2016 • VOLUME 22 • №2

Antegrade diastolic blood flow and classic reflux in varicose dilatation of the intersaphenous vein

Shaidakov E.V.1, Rosukhovsky D.A.1,2,3, Grigoryan A.G.1,2, Bulatov V.L.1,2, Ilyukhin E.A.2

1) Institute of Experimental Medicine,
2) Non Governmental Medical Facility Limited Liability Company "Medalp", Saint Petersburg,
3) Non Governmental Medical Facility Limited Liability Company "Axon", Vyborg, Russia

Introduction. In the intersaphenous vein (ISV) there may take place the so-called "antegrade" or "paradoxical" reflux. This type of blood flow is revealed in a series of patients during muscular diastole and is a link of the pathogenesis of varicose disease, but has, as distinct from the "classical" reflux, an antegrade direction. An incompetent saphenopopliteal junction (SPJ) is a source of the antegrade diastolic blood flow (ADBF) through the ISV. Descriptions of possible variants of impaired blood flow through the ISV are fragmentary and their interpretations are controversial. Prevalence and pathogenesis of these disorders impairments have not yet been studied.

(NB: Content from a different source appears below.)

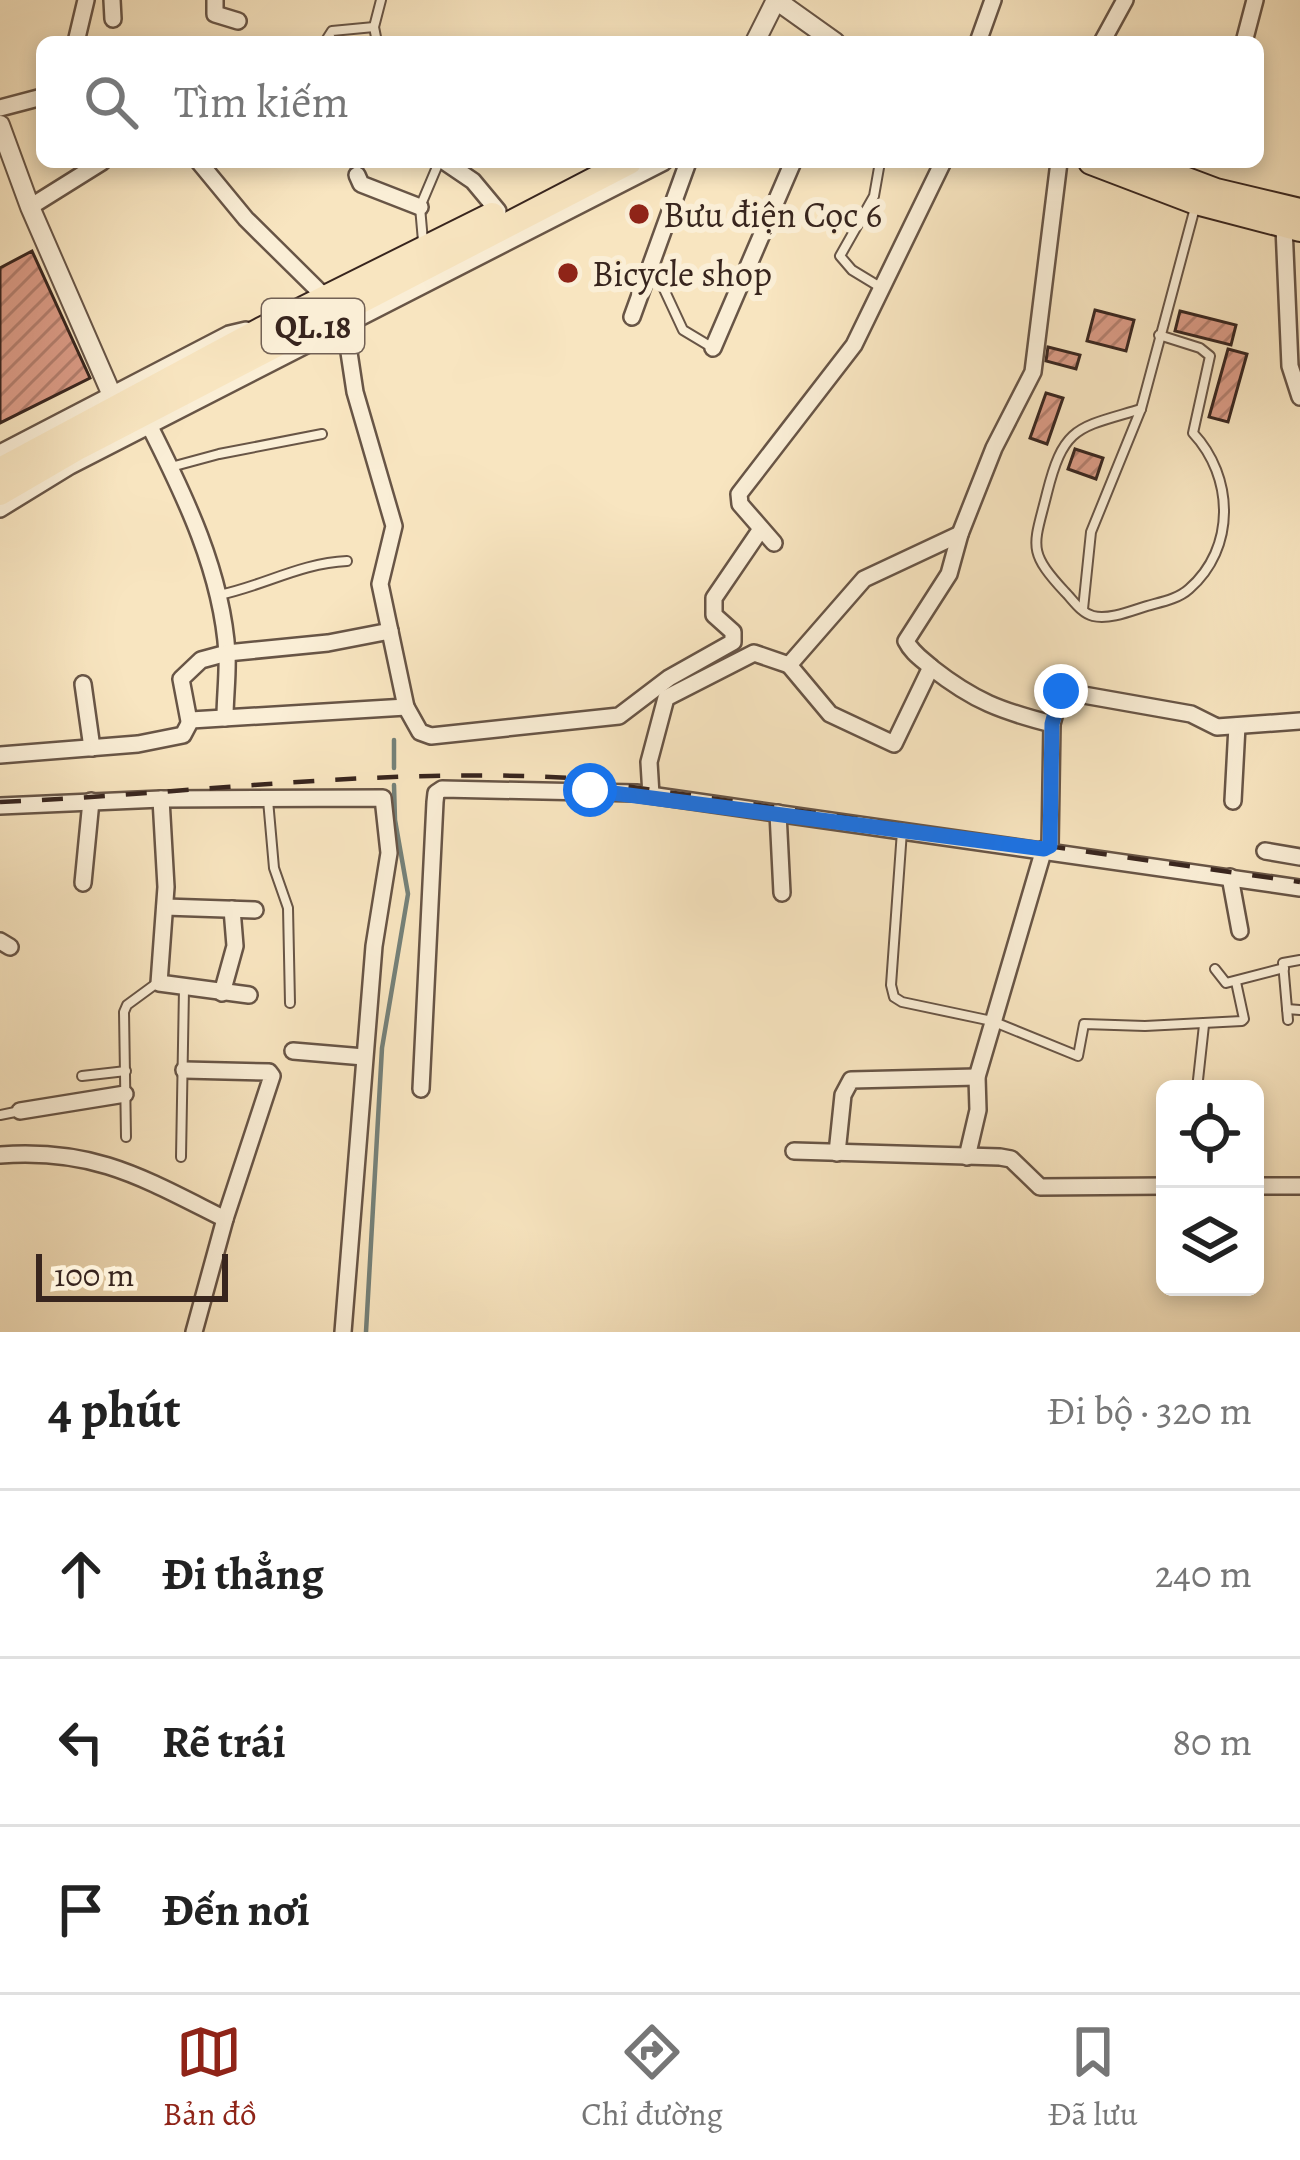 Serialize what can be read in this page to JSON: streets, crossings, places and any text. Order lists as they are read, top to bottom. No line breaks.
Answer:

Materials and methods. A cross-sectional study: over 4 years three centres examined a total of 1,413 patients diagnosed with class C2–C6 varicose veins according the CEAP classification. All patients underwent ultrasound duplex scanning of lower limb veins. The ADBF was determined as a unidirectional antegrade blood flow with the duration of not more than 0.5 second, observed after the crus was relived of compression (in the diastole). Of the patients included into the study who had no varicose veins on the contralateral extremity with the ISV being spotted we sequentially selected 40 subjects including them into the Study Group for the analysis of blood flow and the diameter of the ISV in health.

Results. Impairments of blood flow in the ISV were revealed in 61 (4.8%) of 1,265 extremities included into the study: the "classical" reflux in 9 (14.8%) limbs, ADBF was revealed in 37 (60.7%) limbs, a combination of the "classical" blood flow and ADBF – in 15 (24.6%) limbs. Hence, the patients were subdivided into three groups.

Studying the nature of blood flow through the ISV in the control group on 40 lower limbs revealed no blood flow disorders. The mean ISV diameter amounted to 1.68 mm (ME=1 mm). The ISV diameter was considerably higher in all studied groups as compared with the control one (p<0.0001). The diameter of the ISV in its proximal portion averagely amounted to 4.48 mm (SD 1.337 mm, SE 0.171 mm). The diameter in the distal portion amounted to 5.39 mm (SD 1.725 mm, SE 0.221 mm).

KEY WORDS: diagnosis of varicose veins, intersaphenous vein, reflux, venous haemodynamics.